Fresh prison woe for ministers as assaults, self-harm and accidental releases hit record highs
Assaults in English and Welsh prisons soared to their highest level on record in the year to March, official figures revealed today.
Meanwhile, the number of prisoners released in error hit an all-time high of 71 - as did self-harm incidents in jail.
The numbers paint a grim picture for the beleagured prison system in England and Wales - which has faced prisoner riots and disgruntled staff in recent months.
Liberal Democrat MP Alistair Carmichael accused ministers of "turning prisons into powder kegs".
But new Justice Secretary David Lidington insisted safety and security in prisons was his “top priority”.

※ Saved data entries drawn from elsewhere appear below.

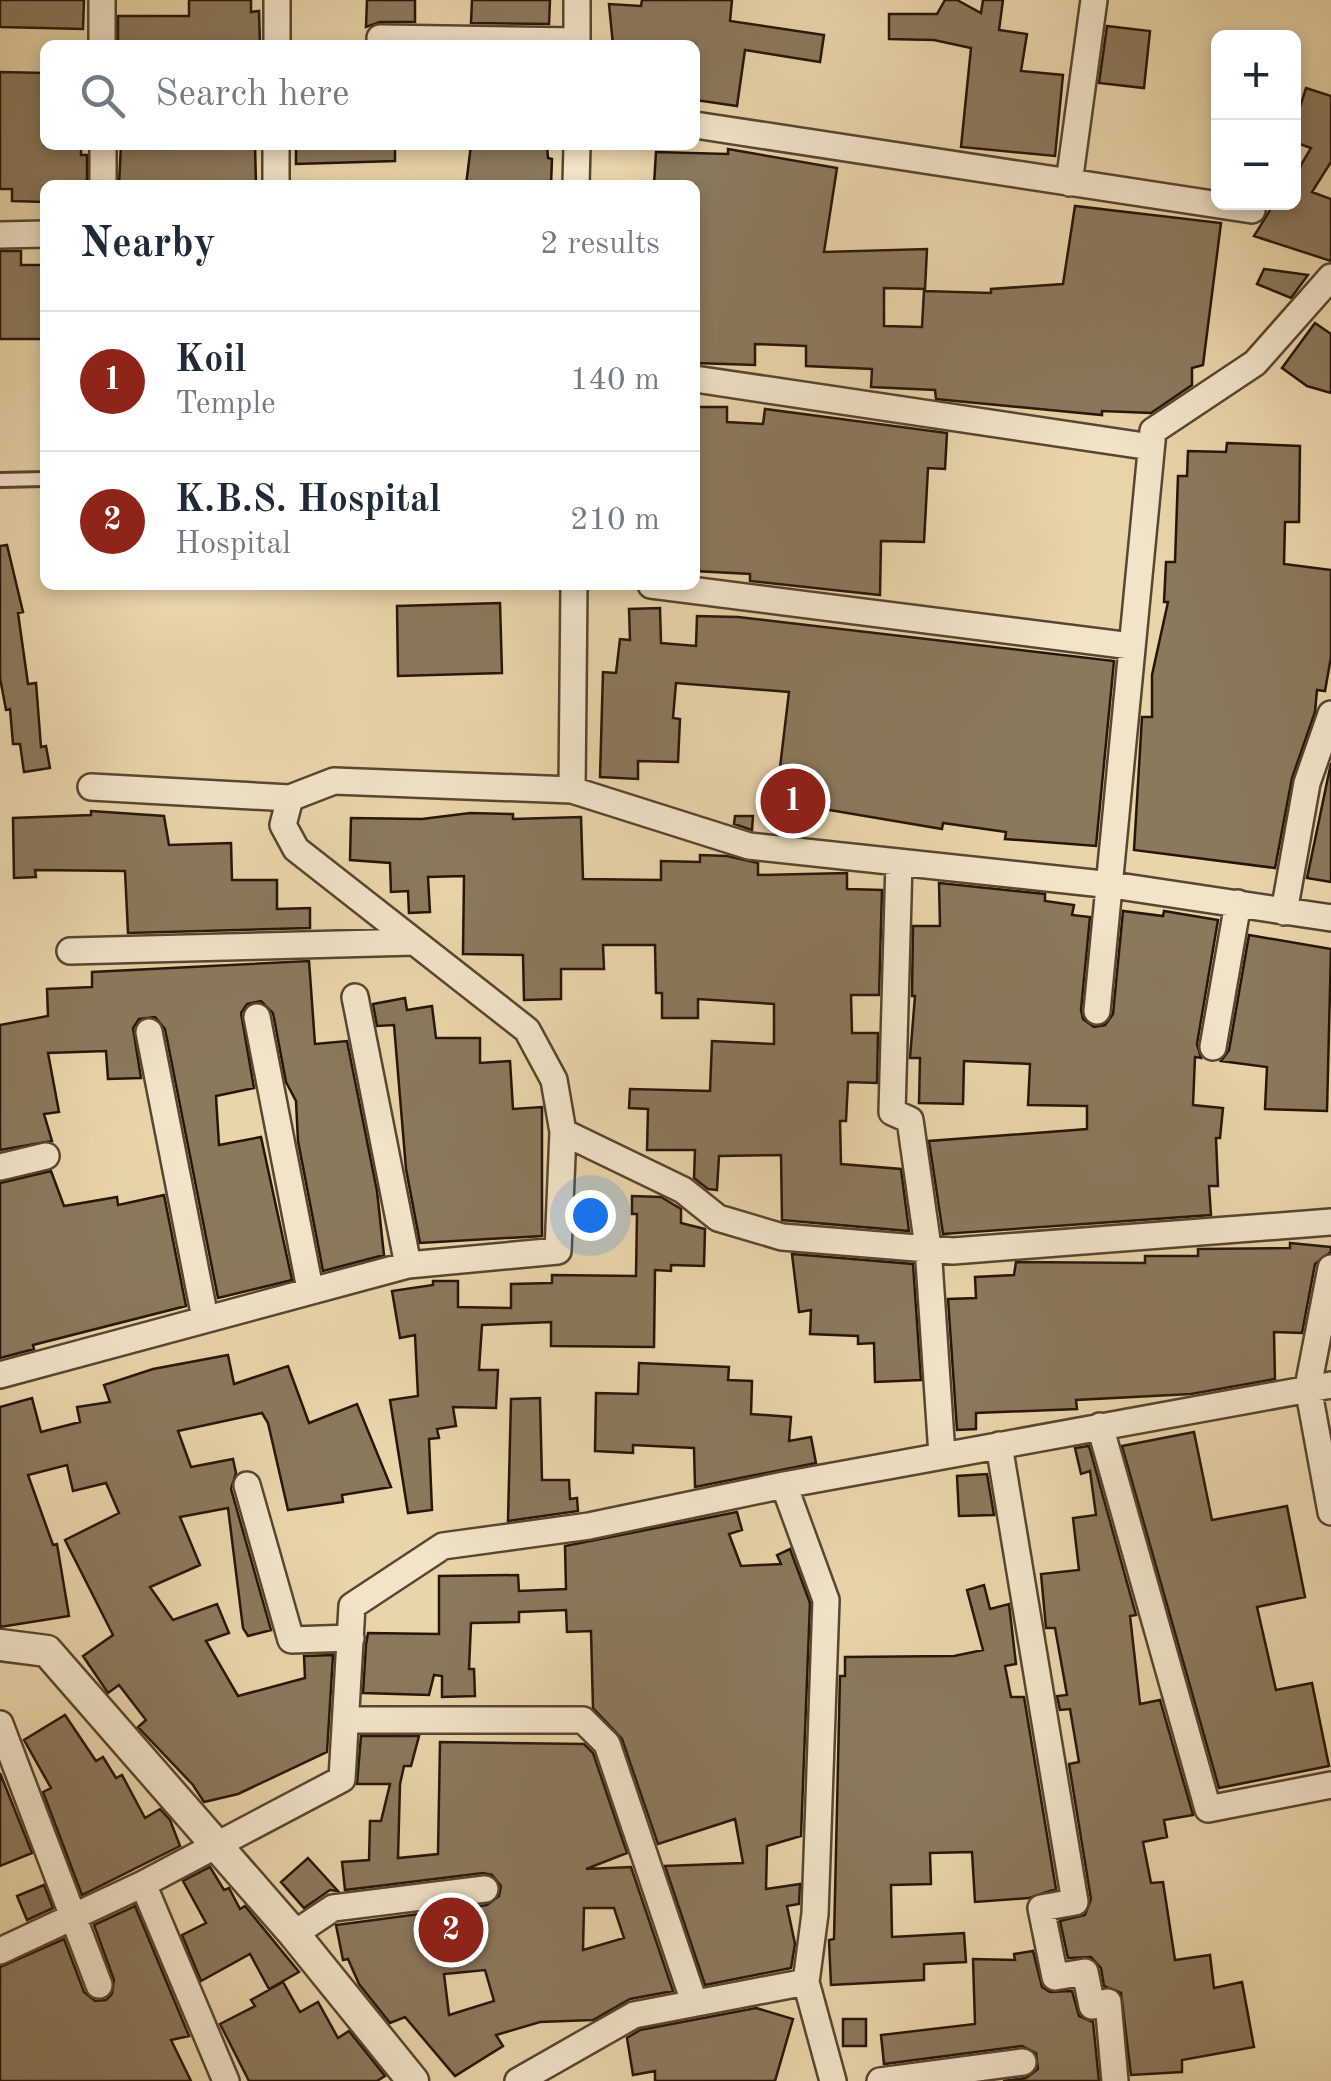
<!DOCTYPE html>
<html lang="en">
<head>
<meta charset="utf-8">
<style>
  body { margin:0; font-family:"Old Standard TT",serif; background:#f6f6f7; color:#1f2937 }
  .controls { position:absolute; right:30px; top:30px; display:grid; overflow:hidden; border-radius:15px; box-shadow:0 5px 15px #0003 }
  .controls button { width:90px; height:90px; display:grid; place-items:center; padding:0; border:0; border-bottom:2px solid #e0e1e3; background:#fff; color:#1f2937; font:50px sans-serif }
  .you { position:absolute; left:590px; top:1215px; width:35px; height:35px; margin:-25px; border:8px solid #fff; border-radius:50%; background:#1a73e8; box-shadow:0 0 0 15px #1a73e833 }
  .badge { display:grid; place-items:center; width:65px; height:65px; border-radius:50%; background:#8f2418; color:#fff; font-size:32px; font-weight:700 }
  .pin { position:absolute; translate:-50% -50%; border:5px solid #fff; box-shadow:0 2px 10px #0006 }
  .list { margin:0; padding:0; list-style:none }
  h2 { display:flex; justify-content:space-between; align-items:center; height:130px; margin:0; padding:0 40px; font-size:42px }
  h2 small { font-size:32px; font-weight:400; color:#747a83 }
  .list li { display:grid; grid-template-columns:65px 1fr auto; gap:30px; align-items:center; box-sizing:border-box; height:140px; padding:0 40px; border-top:2px solid #e0e1e3 }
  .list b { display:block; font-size:38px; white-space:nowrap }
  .list p { margin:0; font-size:32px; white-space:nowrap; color:#747a83 }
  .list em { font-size:32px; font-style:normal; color:#747a83 }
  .icon { flex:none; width:55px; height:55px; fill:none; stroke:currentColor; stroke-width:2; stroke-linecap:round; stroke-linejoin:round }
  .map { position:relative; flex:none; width:1331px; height:2081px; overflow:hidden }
  .search { position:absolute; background:#fff; box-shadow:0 5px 15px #0003; left:40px; top:40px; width:660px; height:110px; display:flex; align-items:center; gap:25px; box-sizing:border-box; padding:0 35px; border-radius:15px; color:#747a83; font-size:38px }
  .panel { position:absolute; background:#fff; box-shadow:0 5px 15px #0003; left:40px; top:180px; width:660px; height:410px; border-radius:15px }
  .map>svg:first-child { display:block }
  .building { fill:#8b795c; stroke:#261608; stroke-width:2.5; fill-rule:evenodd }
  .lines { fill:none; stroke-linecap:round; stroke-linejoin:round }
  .service-casing { stroke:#574630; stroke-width:18 }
  .minor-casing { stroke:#574630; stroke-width:30 }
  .tertiary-casing { stroke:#574630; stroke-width:35 }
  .service { stroke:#f1e4c8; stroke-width:12 }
  .minor { stroke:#f1e4c8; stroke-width:25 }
  .tertiary { stroke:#f1e4c8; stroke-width:30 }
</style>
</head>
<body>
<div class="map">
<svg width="1331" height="2081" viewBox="0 0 1331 2081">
  <rect width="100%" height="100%" fill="#e9d5aa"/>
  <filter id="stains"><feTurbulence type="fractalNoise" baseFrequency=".002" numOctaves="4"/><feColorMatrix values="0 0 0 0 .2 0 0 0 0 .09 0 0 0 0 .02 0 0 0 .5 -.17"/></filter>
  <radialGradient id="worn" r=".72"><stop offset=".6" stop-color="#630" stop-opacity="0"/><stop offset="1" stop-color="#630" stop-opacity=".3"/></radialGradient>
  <!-- building -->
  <path class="building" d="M0,0h84l-1,29 -83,-2z
    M189,0h62v12l8,-1 1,34h-142v-29h71z
    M367,0h48v22h-35l-14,5z
    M472,0h78l-1,24 -78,-1z
    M642,0h90l-2,21 94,14 -4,27 -75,-12 -8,56 -42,-6v-55h-82l-4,-41 32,2z
    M945,0h12l24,13 2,-13h20l-4,30 28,4 -6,37 42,4 -8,81 -94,-9 10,-99 -37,-8 -45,-1v-25h48z
    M1107,26l43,5 -6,57 -45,-5z
    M0,72l45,1v72h36v10h6v30h-42v17l-33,-1v-12h-12z
    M1306,88l25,8v66l-19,30 19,7v62l-77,-25 21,-34h19v-25l17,-29 -17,-6v-16z
    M121,145h134l1,40h-137z
    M296,145h99v16l-99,3z
    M471,145h76l1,13 4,1 -1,26h-85z
    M728,149l109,19 -13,84 103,-3 -2,40 -41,-1v38l38,1 2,-36 67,2v-4l72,-5 12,-78 146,17 -18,142 -11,3v17l-41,28 -49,-2v4l-166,-16 -1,-9 -64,-3 1,-18 -66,-3v-20l-51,-2v21l-60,-2v-178h-41l2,-33 72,2z
    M0,251h21v14h24v74h-45z
    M1264,269l44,6 -17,23 -34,-14z
    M1315,323l16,11v59l-24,-7 -25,-18z
    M695,407h32v15l36,2 2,-15 182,24 -2,36 -17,-1 -4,74 -43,-1 -1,54 -130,-14v-7l-55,-3z
    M1227,443l73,3 -1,76h-14l-1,42 47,6v87l-6,34 -8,-1 -2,22 -23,66 -17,90 -141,-18 8,-133h10v-42l16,-73h-4l2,-40h9l3,-86h9l1,-25 38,1z
    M7,545l16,67 -5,1 10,71 8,-1 5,64 5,-1 4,22 -26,4 -4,-28h-7l-3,-35 -4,1 -6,-32v-132z
    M500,603l2,70 -104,3 -1,-70z
    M660,608l1,35 35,3 1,-30 41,1 376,44 -18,185 -91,-7 1,-7 -63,-9 -1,6 -166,-28 13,-109 -113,-9 -3,35 7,1 -2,43 -40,-1v18l-38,-2 3,-105 13,1 4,-34 10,1 -1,-31z
    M1331,763v119l-24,-4z
    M91,811l73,5 5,29 62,-2 1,37h45v29l33,-1v20l-182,5 -3,-62 -90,-1 1,7 -22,1 -1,-60 78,-3z
    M470,813l43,1v5l68,-2 2,62 78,1v-19l39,1v-7l27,1 31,7v12l89,-2v16l35,1 -3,105h-28l1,38h26l-1,50 -29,-1 -2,39h-6l1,43 60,5 8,62 -127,-11 -1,-65 -62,1 -2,34 -9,-1 -14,-11 1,-28h-48l1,-41 -19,-1 1,-19 80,2 2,-50 62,3v-40l-76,-5v19h-36v-25h-6l-1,-48h-52l1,24h-43v30l-37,1 -1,-45 -60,-1 1,-78 -36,1 2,35 -21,1 -1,-22 -17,1 -1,-29 -40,-3 1,-42 71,1z
    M735,816h18l-1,14 -18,-6z
    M939,883l106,11v7l29,4 -2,10 18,2 -9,93 2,9 11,8 11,-2 8,-11 10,-103 40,5 1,-5 54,9 -21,124 4,14 -6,-1 -2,48 30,3 -3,30h-4l2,48h-9l2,29 -268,19 -14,-93 158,-12v-23l-59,-1 2,-41 -66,-3 -1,43 -44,-1 1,-45h-10l5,-62h-3l1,-70h27z
    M1249,935l82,14 -4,162 -62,-2 2,-42 -46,-6 8,-11z
    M309,961l6,83 32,-3 30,150 7,64 -61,16 -25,-130 -2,-40 -10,-19 -13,-69 -12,-12 -14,3 -6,9 13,75 -38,8 3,49 42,-8 31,143 -74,18 -53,-269 -10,-12 -16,2 -6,9 8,50 -33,1 -2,-28 -58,2 11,59 -15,2 8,27 -52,9v-125l48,-9 -1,-27 45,-2v-15z
    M405,998l2,12 25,-4 4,32h44v25l30,-2 3,48 29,-2v129l-122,7 -14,-74 -12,-144 -17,1 -4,-22z
    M51,1171l13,35 53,-9 1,8 46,-10 22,111 -153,39 1,4 -34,9v-175z
    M632,1196l29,1 20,12v14l24,6 -1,37 -33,-1v6l-16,-1 -1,77 -103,-1v-24l-69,3 -3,45h19l-2,38 -43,-1 3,19 -19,3 2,9 -10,1 3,71 -24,3 -18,-113 28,-4 -3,-61 -15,3 -8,-47 41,-6v-4h25v26l53,1v-24l41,-1v-8l84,1 1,-62h-5z
    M1290,1243l41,4v5l-16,12 -13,69 -28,-1 1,47 -84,15 -115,6 1,9 -101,4v16l-19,1 -9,-131 28,-1 -1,-21 39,-2 2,-13 129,1v-7h53v-7l92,-1z
    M792,1254l121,10 8,116 -46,2 -1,-39 -16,1v-8l-48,-2 1,-24 -12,2z
    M228,1355l6,29 54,-18 21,57 48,-19 34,83 -49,8 1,7 -55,8 -20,-87 -6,-10 -84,18 13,36 42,-8 3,14 -5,16 40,141 -23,6 -5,-8 -15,-120 -48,9 20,48 -50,22 23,33 44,-16 12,29 -23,8 32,55 67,-18 -1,-22 29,-1 -6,97 -89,42 -34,8 -11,-17 -55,-58 8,-7 -27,-35 -11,8 -25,-37 30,-21 -48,-95 54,-27 -13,-30 -33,8 -6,-26 -39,10 25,70 4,-1 12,72 -69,11v-220l32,-9 9,34 39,-10 -3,-15 33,-5 -6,-17 49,-16z
    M639,1363l90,4 -1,13 24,1 -1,33 40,3 -2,24 22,-4 5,26 -121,24 -1,-39 -61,-3v8l-38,-2 1,-58 42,1z
    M540,1398l2,82h27l1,19 7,-1 1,13 -70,10 3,-122z
    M1194,1432l18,88 75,-14 18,91 -48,10 19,83 36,-7 17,83 -110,22 -97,-342z
    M1089,1446l47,169 -6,1 10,88 20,-4 33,115 -29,5 3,17 -24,5 8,41 12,-1 12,78 35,-5 4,33 28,-6 12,65 -72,13v12l-51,3 -10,-82 -17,-7 -3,-18 -10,-11 -23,1 -8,-37 25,-6 6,-16 -22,-135 10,-2 -9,-53 -10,1 -3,-14 10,-1 -12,-67h-9l-5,-54 38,-4 -6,-52 23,-3 -6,-44 -9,3 -6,-26z
    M987,1474l7,41 -35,1 -2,-40z
    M737,1512l5,18 -13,4 12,32 40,-2 -4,-9 13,-6 20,54 -9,233 -34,10 -1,43 34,-5 -1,20 -12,2 8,38 -4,24 -86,17 -40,-119 78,-3 -8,-44 -77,25 -36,-105 -29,-31 -2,-77 -24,1 -1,-22 -47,2v10l-48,1 -2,46h5l1,27 -33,1v-21l-8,-1 -5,20 -66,-2 3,-48 2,-12 71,1v-58l79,-1 1,16 47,-2 -1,-43z
    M984,1585l6,24 19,-5 7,60 -11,2 6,31h13l32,192 -27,9 -54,4 -3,-50 -42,1 1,31 -40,1 1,52 72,-4 2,29 -42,2v16l-93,5 -2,-45 5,-1 6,-263h5v-19l109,-1 29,-6 -16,-60z
    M65,1715l31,46 7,-4 13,21 6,-3 23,43 15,-9 10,11 10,26 -98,49 -39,-103 8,-4 -27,-48z
    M361,1736h58l-8,30h-7l-4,18 -2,74 40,-4 2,-112 144,2 9,9 34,100 -41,16 45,-2 42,124 -43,8 -37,21 -53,2 -44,13 7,11 -48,30 -50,-59 -15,6 -31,-39 -11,-25 -5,1 -7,-35 151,-20 12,-9 2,-10 -9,-11 -9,-2 -138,17 -3,-28 27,-2 1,-39h11l9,-37h-33zM584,1908h30l10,30 -41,12zM485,1970l9,31 -45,14 -5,-41z
    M0,1773l32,80 -32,13z
    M308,1858l30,33 -8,-1 -26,18 -23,-26z
    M210,1867l14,23 5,-2 11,21 5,-3 54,66 -30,17 -19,-35 -49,27 -19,-46 24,-12 -23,-42z
    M44,1885l9,23 -26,12 -10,-24z
    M135,1906l54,130 -18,4 20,41h-191v-114l64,-28 20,53 11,9 11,-1 6,-6 2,-14 -20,-55z
    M1033,1951l9,36 8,5 22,-1 7,25 14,6 6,59h-96l23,-3 12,-9 -2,-16 -14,-7 -138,18 -3,-29 94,-11 -2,-65 42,1 -1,-6z
    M283,1982l17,30 18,-10 20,36 11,-7 36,45 -8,5h-128l-29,-57 35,-18 -4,-6z
    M756,2008l37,11 -18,62h-120v-10l-22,4 -6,-37 13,-8z
    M843,2019h23v27h-23z"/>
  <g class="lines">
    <defs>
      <path id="service" d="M0,480l45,-1"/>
      <path id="minor" d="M102,0v45
        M380,38l197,3
        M277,45v-45
        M577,45v-45
        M695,125l557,85
        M103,145v40
        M1069,183l25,-183
        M276,185v-40
        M576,185l1,-40
        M0,235l45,-1
        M695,379l456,68
        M651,585l480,61
        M91,787l199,11
        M572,790l2,-205
        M899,862l-7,250 18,8 18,127 14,208
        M1284,912l23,-129 24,-69
        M70,951l344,-9
        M355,997l53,268
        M1097,1011l56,-580 102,-68 76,-86
        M257,1017l53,272
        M149,1032l56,286
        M1213,1047l25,-144
        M563,1132l120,58 35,28 64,19 171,14 378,-29
        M0,1167l46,-11
        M1331,1268l-23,119 23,125
        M0,1375l408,-110 150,-14 5,-119 -9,-52 -27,-50 -231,-181 -13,-24 7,-27 44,-17 238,9 177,56 363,39 219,33
        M1100,1426l108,383 123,-24
        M999,1445l76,457 -34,6 14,69 30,-5 7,34 16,-4 7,79
        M247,1485l44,155 60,-2
        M346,1720h237l24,24 87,258
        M0,1724l99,261
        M143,1884l83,197
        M294,1934l39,-26 152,-19
        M0,1951l143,-67 199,-105 10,-173 91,-60 146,-20 195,-41 547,-100
        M806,1982l27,99
        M518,2081l116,-66 172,-33 9,-68 11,-314 -42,-115
        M880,2081l143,-19"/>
      <path id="tertiary" d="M0,1645l47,6 247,283 119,147"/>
    </defs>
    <!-- service casing -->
    <use href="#service" class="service-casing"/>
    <!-- minor casing -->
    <use href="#minor" class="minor-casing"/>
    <!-- tertiary casing -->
    <use href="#tertiary" class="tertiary-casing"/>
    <!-- service -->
    <use href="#service" class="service"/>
    <!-- minor -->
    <use href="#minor" class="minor"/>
    <!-- tertiary -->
    <use href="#tertiary" class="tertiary"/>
  </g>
  <rect width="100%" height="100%" filter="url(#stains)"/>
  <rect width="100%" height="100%" fill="url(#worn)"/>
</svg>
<div class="controls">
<button>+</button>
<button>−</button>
</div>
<div class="you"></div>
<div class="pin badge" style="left:793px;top:801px">1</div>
<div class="pin badge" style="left:451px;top:1930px">2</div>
<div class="search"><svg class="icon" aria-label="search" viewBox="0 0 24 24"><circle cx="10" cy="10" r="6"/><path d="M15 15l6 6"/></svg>Search here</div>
<section class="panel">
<h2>Nearby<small>2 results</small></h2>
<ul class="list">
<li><span class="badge">1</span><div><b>Koil</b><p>Temple</p></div><em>140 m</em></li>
<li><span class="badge">2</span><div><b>K.B.S. Hospital</b><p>Hospital</p></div><em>210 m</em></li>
</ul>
</section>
</div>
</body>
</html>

According to official Ministry of Justice figures, there were 26,643 prison assaults in the 12 months to March, up 2,630 (16%) on the previous year. That includes a 21% rise in serious assaults.
Some 7,159 assaults were on staff members - up 32% on the year before and triple the number in 2013 - with quarterly assaults on staff reaching a record high after soaring by 5%.
The number of prisoners accidentally released was up 7 in the year to March to hit the record high of 71.
The number of escapes went up by two to 15 and there was a 65% increase in so-called ‘temporary release failures’ - which includes prisoners failing to return to prison on time.
And there were 40,414 incidents of self-harm in the year to March - up 17% on the year before and a new record high.
It comes shortly after MoJ figures revealed more people killed themselves in prison last year than ever before.
Lib Dem chief whip Alistair Carmichael fumed: "Scandalous underfunding under this Conservative government has turned our prisons into powder kegs.
"What should be places of rehabilitation are now dangerous hotbeds of violence, self-harm and drug abuse.
"The Government has lost control of our prisons and urgently needs to get a grip."
Mr Lidington said: “Since becoming Justice Secretary last month, my top priority has been on improving safety and security in our prisons.
“These figures reinforce how crucial it is that we make progress as quickly as possible.”
He added: “I have seen first-hand the challenges our dedicated and hardworking prison staff face.
“Boosting the frontline is critical to achieving safety and the number of prison officers we are recruiting is rising, with the number of new prison officers joining the service at its highest level since 2010.”